Forced movement of Cambodian population will be first crime tried
The Khmer Rouge tribunal’s case against four senior regime leaders will be split into several smaller trials examining separate crimes and charges, the court announced late yesterday.
The subdivision of charges will help Trial Chamber judges manage and expedite the long-delayed, massively complex Case 002, allowing them to hand down a string of consecutive mini-verdicts and sentences that could be issued years before the entire case has been tried.
The first trial will focus on forced movements of the Cambodian population, including the evacuation of Phnom Penh in April 1975, which prosecutors allege comprised crimes against humanity.
The announcement comes amid serious doubts that all four of the case’s elderly accused will make it through what is expected to be a years-long trial.
Already, former Social Action Minister Ieng Thirith, 79, has been provisionally diagnosed with Alzheimer’s disease and will likely be found unfit to be tried. Brother Number Two Nuon Chea, 85; Foreign Minister Ieng Sary, 85; and head of state Khieu Samphan, 80, also suffer from a plethora of health complaints.
“Experience before other international tribunals suggests that where separation of proceedings does not occur in cases of similar complexity to Case 002, Trial Chambers have occasionally required as long as 10 years to reach a verdict,” the court said in a statement.
Splitting charges, the statement continued, would “safeguard the interests of victims in achieving meaningful and timely justice, as well as the right of all Accused in Case 002 to an expeditious trial.”
In addition to crimes against humanity, the four defendants are charged with war crimes, genocide, murder, torture and religious persecution, which they are alleged to have committed through five key policies: the forced movement of the population; the establishment of worksites; the reeducation of “bad elements” and killing of enemies; the targeting of specific groups for killing; and the regulation of marriage.
The first trial will focus on just two population movements: the evacuation of Phnom Penh after the Khmer Rouge seized power, and the subsequent mass movements of people between different zones of Democratic Kampuchea starting in September 1975.
In their indictment issued last year, investigating judges said both movements were centrally planned and affected hundreds of thousands of people, resulting in numerous deaths from either starvation, lack of medical care or targeted killings.

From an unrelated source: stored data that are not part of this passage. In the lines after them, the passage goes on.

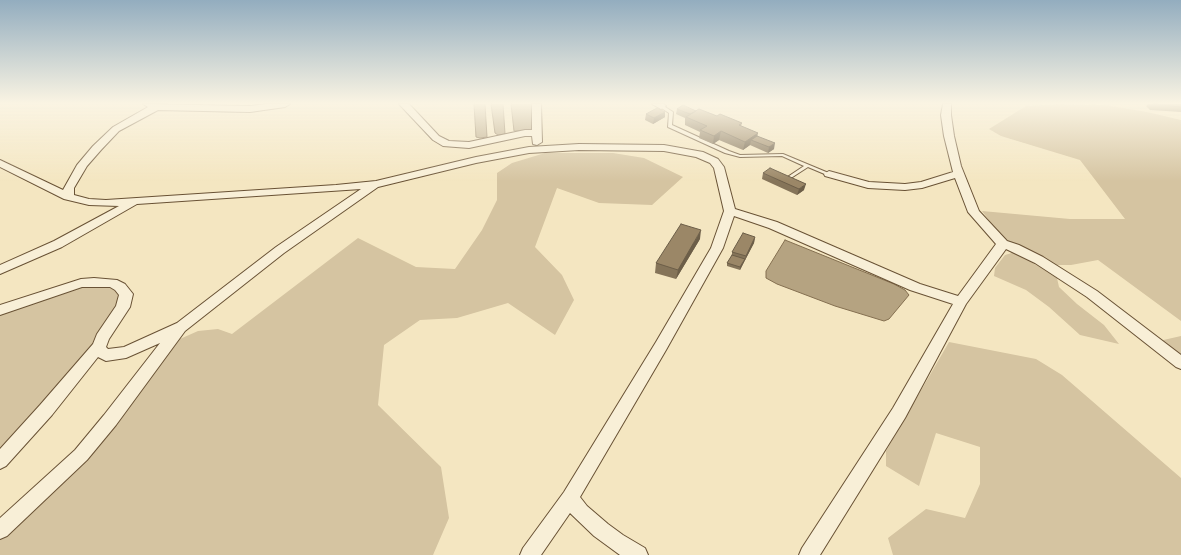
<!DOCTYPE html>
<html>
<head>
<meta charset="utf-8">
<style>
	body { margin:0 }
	canvas { display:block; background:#f4e6c1 }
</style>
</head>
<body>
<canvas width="1181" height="555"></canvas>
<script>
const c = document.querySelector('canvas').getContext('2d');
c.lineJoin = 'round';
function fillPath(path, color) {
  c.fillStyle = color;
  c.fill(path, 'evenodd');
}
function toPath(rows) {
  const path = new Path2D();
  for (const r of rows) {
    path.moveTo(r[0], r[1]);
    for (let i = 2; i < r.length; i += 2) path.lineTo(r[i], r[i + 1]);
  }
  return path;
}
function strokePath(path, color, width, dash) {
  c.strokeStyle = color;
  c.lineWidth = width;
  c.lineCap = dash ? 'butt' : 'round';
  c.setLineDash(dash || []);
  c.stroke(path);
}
const green = toPath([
	[1058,104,1105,105,1147,112,1181,120,1181,321,1098,260,1071,265,1054,265,1021,245,1008,241,993,226,982,211,1070,219,1125,219,1080,160,1001,136,989,129,1026,106],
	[545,153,613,153,644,158,683,177,652,205,599,203,557,188,535,247,562,275,574,300,555,335,508,303,457,318,420,320,384,345,378,405,441,467,449,518,433,555,0,555,0,536,96,444,180,339,198,331,218,329,232,334,358,238,416,267,455,269,482,230,497,200,497,173,512,163],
	[1015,252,1057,278,1059,287,1077,304,1104,325,1119,344,1080,335,1049,307,1026,290,994,276,995,268,1005,255],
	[91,284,104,285,114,288,119,294,120,302,95,343,0,453,0,313,62,292],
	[1181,336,1181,357,1159,341],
	[949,342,1036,359,1062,375,1181,478,1181,555,893,555,888,538,926,509,965,518,980,484,980,447,936,433,919,486,886,466,886,451]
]);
const water = toPath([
	[474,104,485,104,487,137,480,138,476,137,474,104],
	[491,104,503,104,505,134,498,135,495,133,491,104],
	[511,104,532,104,533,129,529,131,514,131,511,104],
	[785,240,894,284,905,290,909,295,889,319,884,321,835,306,777,284,766,278,766,271,785,240]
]);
const lane = toPath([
	[660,105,662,105,673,112,672,125,729,151,740,155,783,154,831,174,829,175,827,175,808,167,791,178,789,178,789,176,804,166,782,156,740,157,725,153,668,127,669,113,660,107,660,105]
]);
const street = toPath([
	[143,104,250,106,267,104,290,104,285,107,250,112,158,110,119,131,101,150,87,166,74,188,74,195,89,199,106,200,336,185,376,181,476,157,529,147,579,144,664,145,703,152,718,159,724,167,735,209,777,222,920,284,958,296,996,244,968,212,955,178,922,188,905,190,868,188,825,176,824,174,829,171,869,182,905,184,921,182,953,172,944,136,941,115,943,104,951,104,951,115,954,136,961,166,979,211,1007,241,1019,245,1043,257,1097,291,1181,355,1181,369,1176,367,1087,297,1035,263,1006,249,966,304,905,418,820,555,799,555,802,548,893,408,953,304,910,290,769,228,734,216,723,248,666,350,580,497,587,506,608,524,623,535,645,548,648,555,620,555,594,536,570,513,541,555,520,555,523,548,564,492,656,342,711,248,724,211,714,168,710,163,696,157,664,151,579,150,529,153,476,163,378,187,284,253,185,331,116,425,87,460,7,536,0,539,0,518,75,450,104,415,160,343,126,358,106,361,98,357,52,415,6,466,0,469,0,449,40,405,93,344,97,334,116,306,119,295,115,290,110,287,82,287,0,315,0,305,81,279,94,278,117,280,125,284,133,294,130,307,109,339,106,347,108,349,124,347,177,323,276,247,361,189,137,204,62,247,0,274,0,265,54,241,119,206,89,205,64,199,0,167,0,160,63,190,77,165,93,146,113,127,148,107,143,104],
	[399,104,409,104,439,136,449,141,469,142,525,130,532,130,532,104,541,104,542,142,537,145,533,144,532,136,525,136,469,148,443,146,433,140,399,104],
	[652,104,664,104,666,106,661,109,652,104]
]);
const wall = toPath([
	[1148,104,1181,104,1181,112,1150,110,1146,106],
	[677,109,696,111,742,123,741,126,757,136,774,149,768,153,750,145,743,150,719,140,713,144,699,138,700,132,685,125,685,118,676,114],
	[665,112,665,117,653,124,645,120,646,114],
	[763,173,804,190,797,195,762,179],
	[755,237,754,243,740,270,727,266,727,263,732,255,732,252],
	[700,239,676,279,655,273,656,263]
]);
const shadedWall = toPath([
	[665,112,665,117,653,124,654,118],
	[721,131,719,140,713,144,714,136],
	[758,133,756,141,751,140,750,145,743,150,745,142],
	[775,143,774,149,768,153,769,147],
	[806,184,804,190,797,195,799,189],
	[701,230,700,239,676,279,678,270],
	[755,237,754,243,744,262,746,256],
	[745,259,744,262,740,270,740,267]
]);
const building = toPath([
	[1153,104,1181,104,1181,107,1154,104,1153,104],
	[683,105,696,111,690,114,677,109,683,105],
	[657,108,665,112,654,118,646,114,657,108],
	[699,109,717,116,720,114,742,123,739,125,758,133,745,142,721,131,714,136,700,130,707,126,686,117,699,109],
	[757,136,775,143,769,147,751,140,757,136],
	[770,168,806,184,799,189,763,173,770,168],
	[681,224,701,230,678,270,656,263,681,224],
	[743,233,755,237,746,256,732,252,743,233],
	[732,255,745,259,740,267,727,263,732,255]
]);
fillPath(green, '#d5c4a1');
fillPath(water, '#b5a381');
strokePath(water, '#846f50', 1);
strokePath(lane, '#695235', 2);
strokePath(street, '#695235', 2);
fillPath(lane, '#f8efd7');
fillPath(street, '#f8efd7');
fillPath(wall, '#857459');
fillPath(shadedWall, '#6c5e48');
fillPath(building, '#9b8767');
strokePath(building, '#6c5e48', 1);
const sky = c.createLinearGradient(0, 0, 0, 181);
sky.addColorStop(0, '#93adbf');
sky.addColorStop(0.57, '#faf4e3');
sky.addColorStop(1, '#faf4e300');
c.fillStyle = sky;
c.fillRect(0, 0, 1181, 181);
</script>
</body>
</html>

They said the repeated population movements subjected civilians to “great physical and mental suffering.”
“In deciding to commence the first trial with the forced movement of population and crimes against humanity, the Trial Chamber sought to follow the chronological and logical sequence of the [indictment], to commence with the earliest time period covered by the indictment (approximately 1975-1976), to ensure that the issues examined in the first trial provide a basis to consider the role and responsibility of all Accused, and to provide a foundation for the remaining charges in later trials,” the court wrote.
The forced movements also affected a vast cross-section of Cambodians, including most victims participating as civil parties in Case 002, the court said.
Michael Karnavas, the American defense lawyer for Ieng Sary, said in an e-mail that the subdivision of the trial was unsurprising and had been the product of extensive deliberation.
“I see nothing alarming or unusual in this decision in light of the magnitude of this case and the procedure adopted by the ECCC,” he said.
Deputy Co-Prosecutor William Smith declined to comment on the announcement.
“We haven’t seen the order, so we will be reviewing our position tomorrow,” he said.